# DVD-RAM vs. DVD±RW



## KaIIen (Mar 30, 2005)

Recently I burnt some files (on my Toshiba Satelite A105 laptop, XP) onto DVD-RAM. When I try to edit/copy/delete files TO this disk using my desktop (XP) it show that the disk is completly full and is not writable. However, before the drive gave out on my Toshiba, same disk is still editable. I have a couple CD-RW and a few DVD±RW that i can edit on either machine. So what is it about the RAM? Once burnt, only the originating machine can write to it?

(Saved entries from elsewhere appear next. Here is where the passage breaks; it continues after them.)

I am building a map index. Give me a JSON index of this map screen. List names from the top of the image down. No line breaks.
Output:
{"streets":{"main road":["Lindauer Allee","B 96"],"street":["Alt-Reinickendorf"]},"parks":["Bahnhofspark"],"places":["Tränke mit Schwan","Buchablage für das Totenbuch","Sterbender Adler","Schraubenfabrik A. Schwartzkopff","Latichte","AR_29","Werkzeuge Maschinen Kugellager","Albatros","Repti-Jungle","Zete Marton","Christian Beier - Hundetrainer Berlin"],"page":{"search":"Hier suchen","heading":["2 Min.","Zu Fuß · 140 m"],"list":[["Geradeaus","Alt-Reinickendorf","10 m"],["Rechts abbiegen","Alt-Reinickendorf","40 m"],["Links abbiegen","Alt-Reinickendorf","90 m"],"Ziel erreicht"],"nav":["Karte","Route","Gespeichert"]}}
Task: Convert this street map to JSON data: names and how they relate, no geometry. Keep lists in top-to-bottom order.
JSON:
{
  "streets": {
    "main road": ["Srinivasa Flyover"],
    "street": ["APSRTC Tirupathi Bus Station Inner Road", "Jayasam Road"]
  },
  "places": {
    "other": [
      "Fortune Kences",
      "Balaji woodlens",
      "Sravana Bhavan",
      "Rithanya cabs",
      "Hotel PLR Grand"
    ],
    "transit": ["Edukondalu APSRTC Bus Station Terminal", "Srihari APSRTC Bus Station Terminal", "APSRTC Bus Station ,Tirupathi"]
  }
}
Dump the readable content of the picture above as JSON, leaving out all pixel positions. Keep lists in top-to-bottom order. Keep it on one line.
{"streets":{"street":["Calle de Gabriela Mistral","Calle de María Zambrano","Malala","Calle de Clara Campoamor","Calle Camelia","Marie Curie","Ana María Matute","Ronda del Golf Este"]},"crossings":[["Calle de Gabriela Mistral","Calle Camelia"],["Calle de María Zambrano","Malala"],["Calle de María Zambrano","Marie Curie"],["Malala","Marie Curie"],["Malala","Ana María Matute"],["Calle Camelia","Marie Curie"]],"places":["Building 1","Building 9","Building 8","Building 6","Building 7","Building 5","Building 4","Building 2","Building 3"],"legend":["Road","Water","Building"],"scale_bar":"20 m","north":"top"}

And if i wanted to erase it using my desktop, how do I? (And yes, the desktops DVD drive does support RAM).
Thanks


----------



## JohnWill (Oct 19, 2002)

Are you sure about the DVD-RAM? DVD-RAM media is totally different than the stuff you're used to using. Here's a picture of DVD-RAM media, note the individual sector marks.


----------



## KaIIen (Mar 30, 2005)

John-
I've never seen one in a cartridge like that before (I think it's called Type2), but otherwise I am absolutly certain it's RAM. It's labeled "DVD-RAM", it's not in that cartridge, and the sector marks are visible on the writable side, and has the exact same dimensions as other DVD media.


----------



## JohnWill (Oct 19, 2002)

I suspect your XP system does not have a drive that is capable of burning DVD-RAM media. Download Nero Info Tool v4.03 and post a screen shot of the Drive tab. Here's a sample from this machine which does have DVD-RAM read/write capability.


----------



## KaIIen (Mar 30, 2005)

I am not logged onto that machine at this moment, but I know for certain that the LiteON drive in that system is a DVD-RAM drive. It can read and write DVD-RAM. But until I got this laptop, the RAM disks I had been using were only used in that machine. Now that I have a laptop, I discovered that the disks are only editable on the machine that formated and wrote data to it. So a disk I've written to on my desktop is viewable but not editable on my laptop and vice versa. I can copy files off and otherwise access them, play music, view photos, etc. But I can not delete a file, record a new file, and so on. So the DVD-RAM disk i created on the desktop will show say 1.23GB free if viewed on the desktop. On the laptop tho, it will show the correct used space, but show no free space. And the same appears to be true of a DVD-RAM I create on the laptop if accessed on my desktop. Is that normal, or does XP somehow write protect these disks? DVD±RW do not do this, and honestly, I am still fairly new to the RAM media. 

Thanks


----------



## JohnWill (Oct 19, 2002)

With DVD+/-RW disks, you are creating multi-session disks that can be updated with new sessions. With the DVD-RAM with a packet writing driver, you're creating a disk that can only be updated if the same driver is installed on the other machine. I just used Nero to burn some files to a DVD-RAM disk in my laptop in a conventional manner, then moved the DVD-RAM to my desktop, and added some more files. I used "standard" DVD burning just like I would with a DVD+/-RW or DVD+/-R disk, and it worked exactly the same.


----------



## KaIIen (Mar 30, 2005)

JohnWill said:


> With DVD+/-RW disks, you are creating multi-session disks that can be updated with new sessions. With the DVD-RAM with a packet writing driver, you're creating a disk that can only be updated if the same driver is installed on the other machine. I just used Nero to burn some files to a DVD-RAM disk in my laptop in a conventional manner, then moved the DVD-RAM to my desktop, and added some more files. I used "standard" DVD burning just like I would with a DVD+/-RW or DVD+/-R disk, and it worked exactly the same.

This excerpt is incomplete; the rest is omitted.